Everything goes on one list
Build the hero banner. Add the services cards you described one component at a time. Fix the footer on mobile. Chase the checkout button that ignores taps on Safari. On a well-run project, every one of these lives on a single list called the backlog: everything that needs doing, feature or bug, in one place.1 Work happening off the list is a bad sign.
Hard dependencies belong to your agency
Some items carry a technical dependency, an ordering baked into the software itself. Nobody can pay you before they can log in, so sign-up ships before payment processing. Your agency sets these orderings, and they are not up for debate. Overruling a hard dependency never ends well. When they say B needs A first, believe them.
Every other order belongs to you
Beyond those, the order is yours. This is your money being spent, and when you shop, you decide what to buy first; the store does not decide for you. Want the services grid live before the blog? Say so. Ordering the backlog is the job the industry calls the product owner,2 and that is you.
The life of a backlog item
Every item carries a status, and the whole journey is five stops:
- New: it just entered the list. Maybe one of a hundred tasks carved out of the scope document where you told them what you want. Maybe an email about the home page. Maybe a bug you reported.
- Approved: you signed off on spending time and money on it, dependencies permitting.
- In progress: their side. A team lead hands it to a developer, a senior reviews the code, their own testers check it on a private copy of the site. One status to you, because that machinery is their job.
- Verify: deployed where you can see it, on the site or a link they send. Test it like a buyer. Wrong? Send it back with notes; it lands as Returned and loops through In progress again. Right? Close it.

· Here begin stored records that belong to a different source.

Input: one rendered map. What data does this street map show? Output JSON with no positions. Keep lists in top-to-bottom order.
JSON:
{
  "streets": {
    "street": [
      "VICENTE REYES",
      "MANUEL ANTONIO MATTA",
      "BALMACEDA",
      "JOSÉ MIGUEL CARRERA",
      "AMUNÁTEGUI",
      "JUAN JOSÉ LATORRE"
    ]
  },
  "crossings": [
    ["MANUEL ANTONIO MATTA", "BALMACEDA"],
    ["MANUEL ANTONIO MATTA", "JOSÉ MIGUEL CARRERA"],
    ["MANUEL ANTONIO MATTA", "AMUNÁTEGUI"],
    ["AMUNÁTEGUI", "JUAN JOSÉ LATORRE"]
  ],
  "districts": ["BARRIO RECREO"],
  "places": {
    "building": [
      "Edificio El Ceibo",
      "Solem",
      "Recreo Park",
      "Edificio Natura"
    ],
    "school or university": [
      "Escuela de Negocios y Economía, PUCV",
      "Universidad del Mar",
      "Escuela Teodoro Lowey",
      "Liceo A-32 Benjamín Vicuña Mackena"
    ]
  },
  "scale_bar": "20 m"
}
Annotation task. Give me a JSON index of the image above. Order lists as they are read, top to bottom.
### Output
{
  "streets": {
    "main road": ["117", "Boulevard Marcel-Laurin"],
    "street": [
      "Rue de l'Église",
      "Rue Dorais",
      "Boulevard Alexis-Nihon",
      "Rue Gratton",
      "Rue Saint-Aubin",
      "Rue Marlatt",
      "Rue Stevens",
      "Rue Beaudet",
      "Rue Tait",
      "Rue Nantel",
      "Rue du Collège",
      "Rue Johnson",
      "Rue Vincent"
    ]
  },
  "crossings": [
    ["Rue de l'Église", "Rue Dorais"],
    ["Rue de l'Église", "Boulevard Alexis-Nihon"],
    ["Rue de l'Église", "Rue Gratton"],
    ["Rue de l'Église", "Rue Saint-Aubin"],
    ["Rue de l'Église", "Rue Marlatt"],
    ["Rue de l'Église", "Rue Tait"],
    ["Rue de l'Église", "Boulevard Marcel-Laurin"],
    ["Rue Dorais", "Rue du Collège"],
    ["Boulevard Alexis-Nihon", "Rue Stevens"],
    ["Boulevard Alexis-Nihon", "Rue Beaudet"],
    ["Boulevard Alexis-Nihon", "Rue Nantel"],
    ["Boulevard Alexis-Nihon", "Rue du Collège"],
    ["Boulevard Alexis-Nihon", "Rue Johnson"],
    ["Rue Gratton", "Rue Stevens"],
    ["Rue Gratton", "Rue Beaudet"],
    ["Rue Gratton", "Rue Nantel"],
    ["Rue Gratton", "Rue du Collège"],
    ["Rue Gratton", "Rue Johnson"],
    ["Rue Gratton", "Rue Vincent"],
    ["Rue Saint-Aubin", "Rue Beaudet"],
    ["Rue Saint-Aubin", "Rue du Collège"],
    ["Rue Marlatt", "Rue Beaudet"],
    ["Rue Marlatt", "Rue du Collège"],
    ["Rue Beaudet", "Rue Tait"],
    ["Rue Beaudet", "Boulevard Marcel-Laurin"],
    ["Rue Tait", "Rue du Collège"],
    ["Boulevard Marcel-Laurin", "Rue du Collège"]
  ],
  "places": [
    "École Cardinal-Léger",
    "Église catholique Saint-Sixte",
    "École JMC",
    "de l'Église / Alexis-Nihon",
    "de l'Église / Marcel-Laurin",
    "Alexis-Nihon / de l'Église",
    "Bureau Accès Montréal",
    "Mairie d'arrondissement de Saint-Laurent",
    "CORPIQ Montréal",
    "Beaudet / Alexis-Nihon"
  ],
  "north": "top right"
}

- Closed: archived for good, reference only. Want a new field next month? That is a new request. Broke three weeks later? That is a new bug.
Approval is where you guard your wallet
Nothing that costs real hours should reach a developer without your yes: rebuilding the site on a different technology, swapping Stripe for another payment provider, even a new hero banner. Behind-the-scenes maintenance, like updating the software the site runs on, does not need your sign-off. You are a gate for spending, not a gatekeeper for everything.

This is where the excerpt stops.